Now we're at a critical point. For Circles to be successful we have to make changes. We've been mulling the options over for a while - contract, transform, expand - and we've chosen a brazen one. Really test the concept of the experience fueling the business. The experience is created for our customers. If they are the ones experiencing and the ones who fuel the business let them merge. Let them be part of broadening the experience and increasing the pool of people who bathe in it. Embed them as a way of generating more people who embody the vision and carry it into the rest of their world. Not just for the success of Circles but the propogation of an idea.
Is this revolutionary? We are not the first to see our customers as the source of the capital to build the business and to embed our customer base into the business by making them owners. But we are part of a lineage of businesses that buck the valueless ideals of economics as we know it. We are trying find smart business strategies without giving up those ideals.
Am I a reluctant retailer? Yes, because I'm not sure I'm very good at it, per se. No, because the direct exchange of goods and services is at the core of human interaction. I like being at the core. Yes, because I want to serve people, I don't want to sell. No, because I see it as it as the chorus in a church. More people will come to church when there is music. Once they are they there, they may check out and find value in the other offerings. Circles is a place where the yarn is the music. Classes, field trips, events, stories about where the yarn came from, a cup of tea, a community and place that sees you as much more than a 'sale' are the other offerings. I am not reluctant to retail. I am reluctant to pursue it valuelessly. So often retail can represent the lowest common denominator in our mass psyche. I don't believe that we find that satisfactory. I believe that in the pursuit of dollars as quickly as possible business leaders have left us little choice. I believe people are inspired in more ways than one when they experience something different.

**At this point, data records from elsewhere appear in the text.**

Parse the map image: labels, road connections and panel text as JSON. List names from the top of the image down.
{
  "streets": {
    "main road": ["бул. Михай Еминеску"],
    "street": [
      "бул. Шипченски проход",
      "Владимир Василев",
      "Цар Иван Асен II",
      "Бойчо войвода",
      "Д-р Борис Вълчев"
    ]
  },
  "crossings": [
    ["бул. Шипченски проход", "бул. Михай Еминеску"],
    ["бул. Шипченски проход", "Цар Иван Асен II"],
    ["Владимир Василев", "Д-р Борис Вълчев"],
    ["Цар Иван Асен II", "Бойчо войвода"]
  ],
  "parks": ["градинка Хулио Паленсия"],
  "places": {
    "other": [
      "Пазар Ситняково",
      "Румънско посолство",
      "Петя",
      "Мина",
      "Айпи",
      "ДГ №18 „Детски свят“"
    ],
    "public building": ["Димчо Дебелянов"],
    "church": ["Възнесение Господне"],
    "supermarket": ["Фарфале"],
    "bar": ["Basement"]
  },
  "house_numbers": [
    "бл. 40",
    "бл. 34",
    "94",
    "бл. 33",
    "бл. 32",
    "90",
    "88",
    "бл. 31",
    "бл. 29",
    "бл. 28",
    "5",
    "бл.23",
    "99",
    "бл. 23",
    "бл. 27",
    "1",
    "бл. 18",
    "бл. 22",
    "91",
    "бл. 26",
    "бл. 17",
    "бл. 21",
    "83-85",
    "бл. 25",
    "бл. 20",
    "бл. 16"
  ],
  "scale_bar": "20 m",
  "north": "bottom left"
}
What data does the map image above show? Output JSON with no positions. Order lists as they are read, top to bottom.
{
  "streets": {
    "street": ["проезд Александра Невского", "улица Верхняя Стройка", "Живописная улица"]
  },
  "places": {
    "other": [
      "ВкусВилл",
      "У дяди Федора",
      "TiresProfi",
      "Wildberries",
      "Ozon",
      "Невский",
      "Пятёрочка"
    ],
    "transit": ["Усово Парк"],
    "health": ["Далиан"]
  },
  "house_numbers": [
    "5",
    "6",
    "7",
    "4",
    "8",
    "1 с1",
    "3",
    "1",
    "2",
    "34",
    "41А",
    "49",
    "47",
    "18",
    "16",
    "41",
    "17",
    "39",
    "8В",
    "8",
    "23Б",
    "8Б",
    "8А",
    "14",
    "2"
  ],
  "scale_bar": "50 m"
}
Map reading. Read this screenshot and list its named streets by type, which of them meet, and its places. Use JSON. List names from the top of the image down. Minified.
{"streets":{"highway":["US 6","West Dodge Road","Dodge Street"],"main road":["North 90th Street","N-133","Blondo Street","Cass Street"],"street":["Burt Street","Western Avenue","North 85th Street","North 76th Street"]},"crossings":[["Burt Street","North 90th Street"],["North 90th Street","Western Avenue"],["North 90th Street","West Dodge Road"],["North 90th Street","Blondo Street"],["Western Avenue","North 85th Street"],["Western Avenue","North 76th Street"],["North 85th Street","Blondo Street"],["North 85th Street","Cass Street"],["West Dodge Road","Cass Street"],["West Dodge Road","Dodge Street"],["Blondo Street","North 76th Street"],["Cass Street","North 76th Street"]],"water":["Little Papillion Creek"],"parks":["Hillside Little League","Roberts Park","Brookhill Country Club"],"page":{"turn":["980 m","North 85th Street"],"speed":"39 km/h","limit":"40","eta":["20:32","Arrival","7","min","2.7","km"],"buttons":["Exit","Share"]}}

Is it all enough to motivate people to buy their yarns here often enough to enable us to build the business and offer more? Or even enough to sustain what we have? That is still to be seen. And for me, it is a test of a little revolution in that perpetual motion machine that I call a brain. I am not the first. Far from it. But it is still a revolution.
Now we'll see how many revolutionaries will join the cause of trying to make money while changing the way we approach it.